Ralph W. Drury and Football’s First Helmet
The football helmet is football’s most iconic, yet its origin is shrouded in mystery. There are several contenders with reasonable claims to be the first helmet, and some confusion stems from the fact that the earliest protective headgear lacked the hard shell typical of helmets. That took nearly another decade to arrive on the scene.
Nevertheless, three contenders are often cited as the pioneers of gridiron head protection. They are:
James Naismith, basketball's inventor, played football for Springfield College in 1891, when a picture was taken of him snapping the ball while wearing ear pads kept in place with a flannel wrap. Some claim he began wearing his wrap while playing Canadian Rugby at McGill, but he clearly wore it by 1891.

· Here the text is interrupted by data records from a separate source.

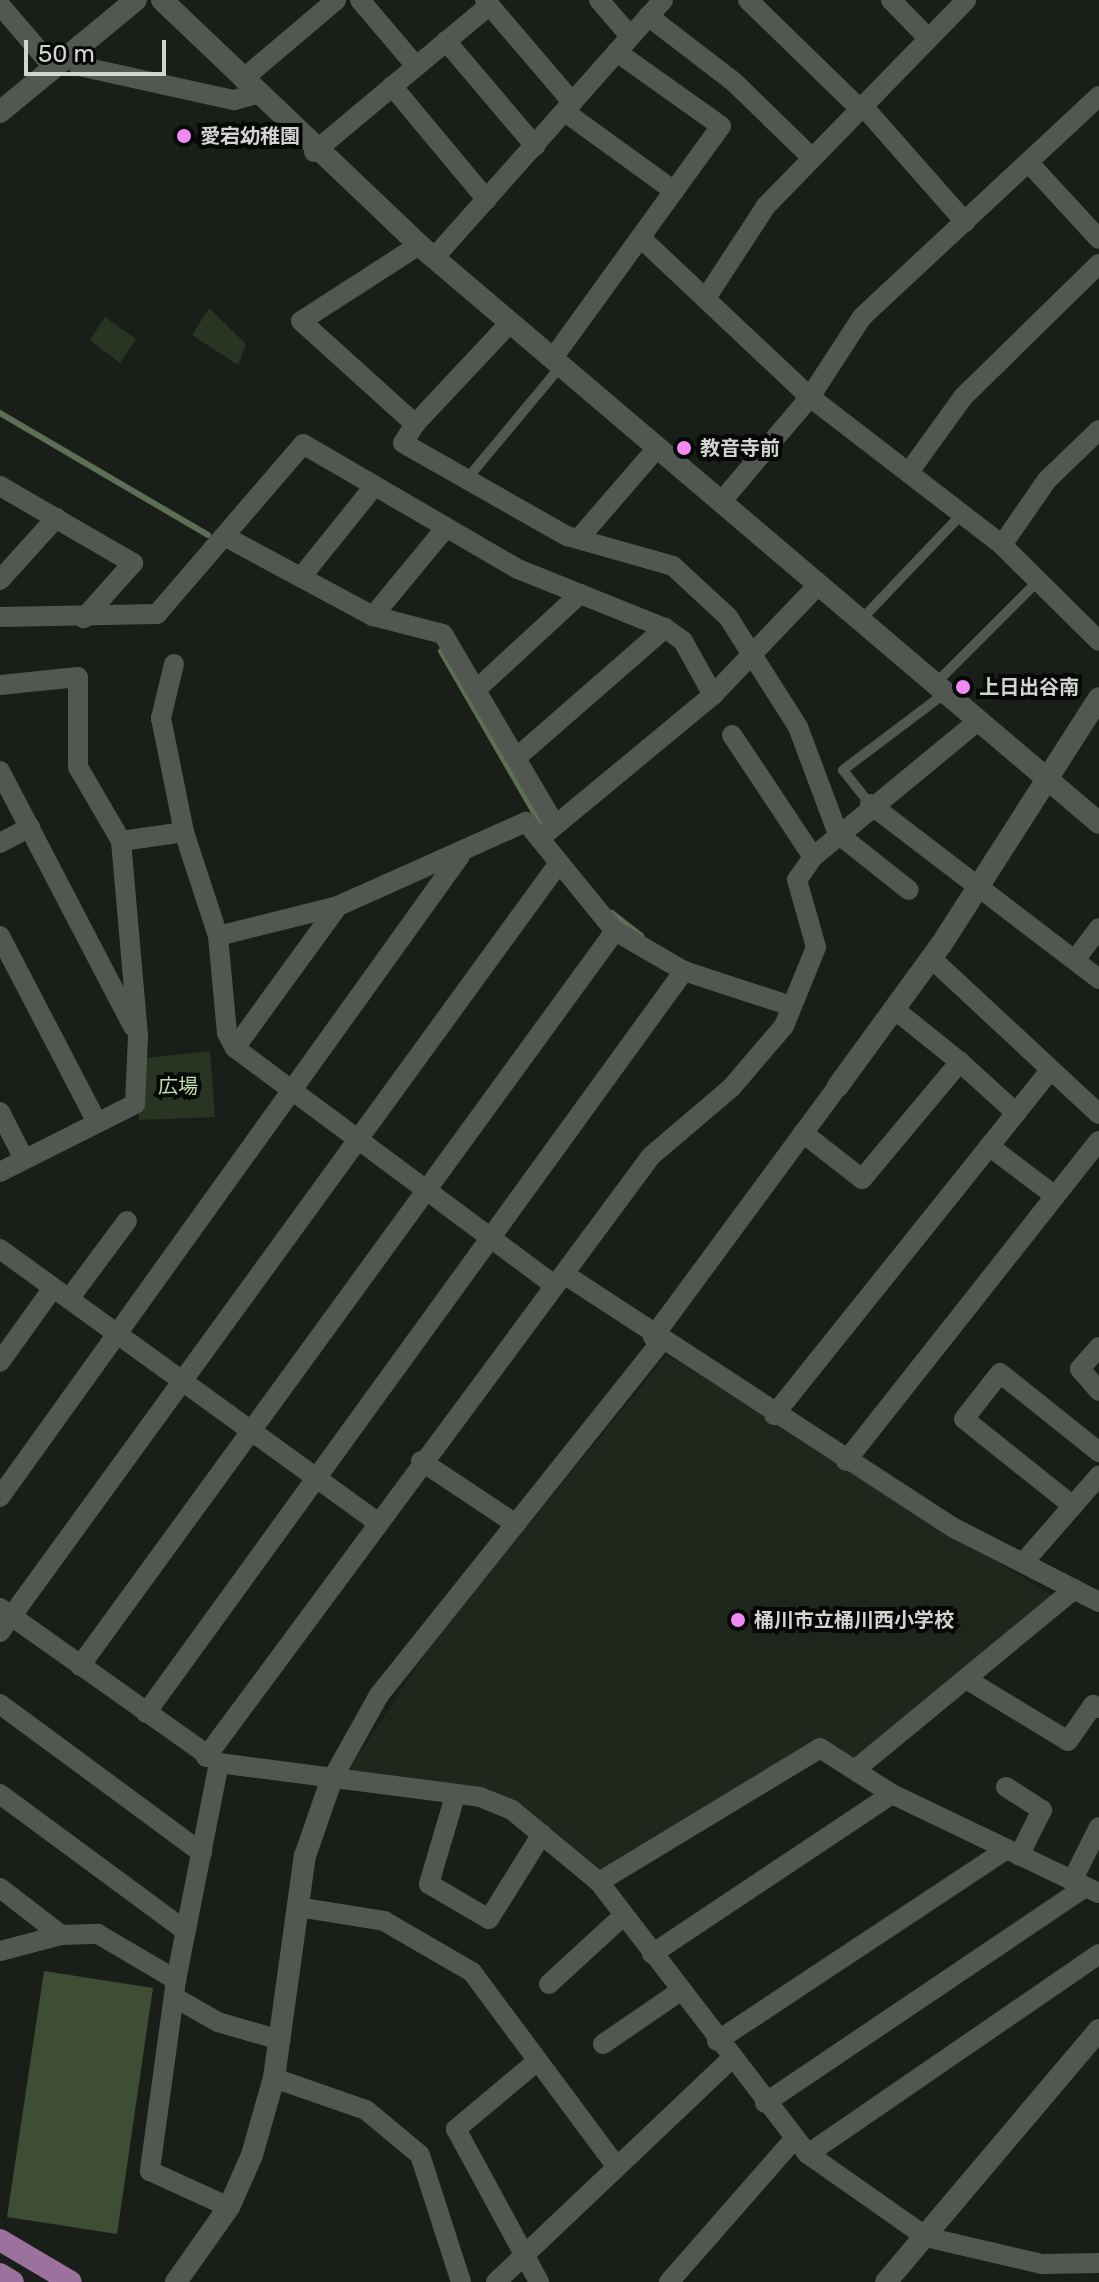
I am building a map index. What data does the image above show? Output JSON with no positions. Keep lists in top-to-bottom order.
{
  "parks": ["広場"],
  "places": [
    "愛宕幼稚園",
    "教音寺前",
    "上日出谷南",
    "桶川市立桶川西小学校"
  ],
  "scale_bar": "50 m"
}
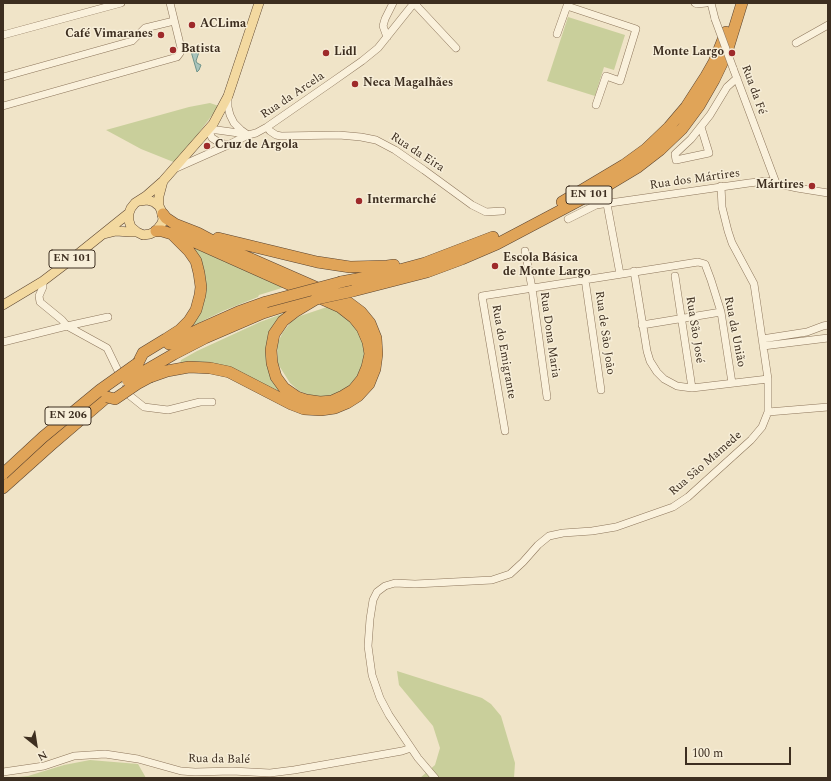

Joseph Reeves, Navy’s captain in 1893, was advised to quit football due to repeated head injuries, but chose to play wearing a dome-like device of unknown construction.
George Barclay, a freshman at Lafayette in 1894, protected his ears with a head harness that looked much like modern wrestling headgear. The device’s leather straps also protected other parts of his head against minor bumps and bruises. (Barclay played for Bucknell in 1893, and there is no evidence he wore a head harness there.)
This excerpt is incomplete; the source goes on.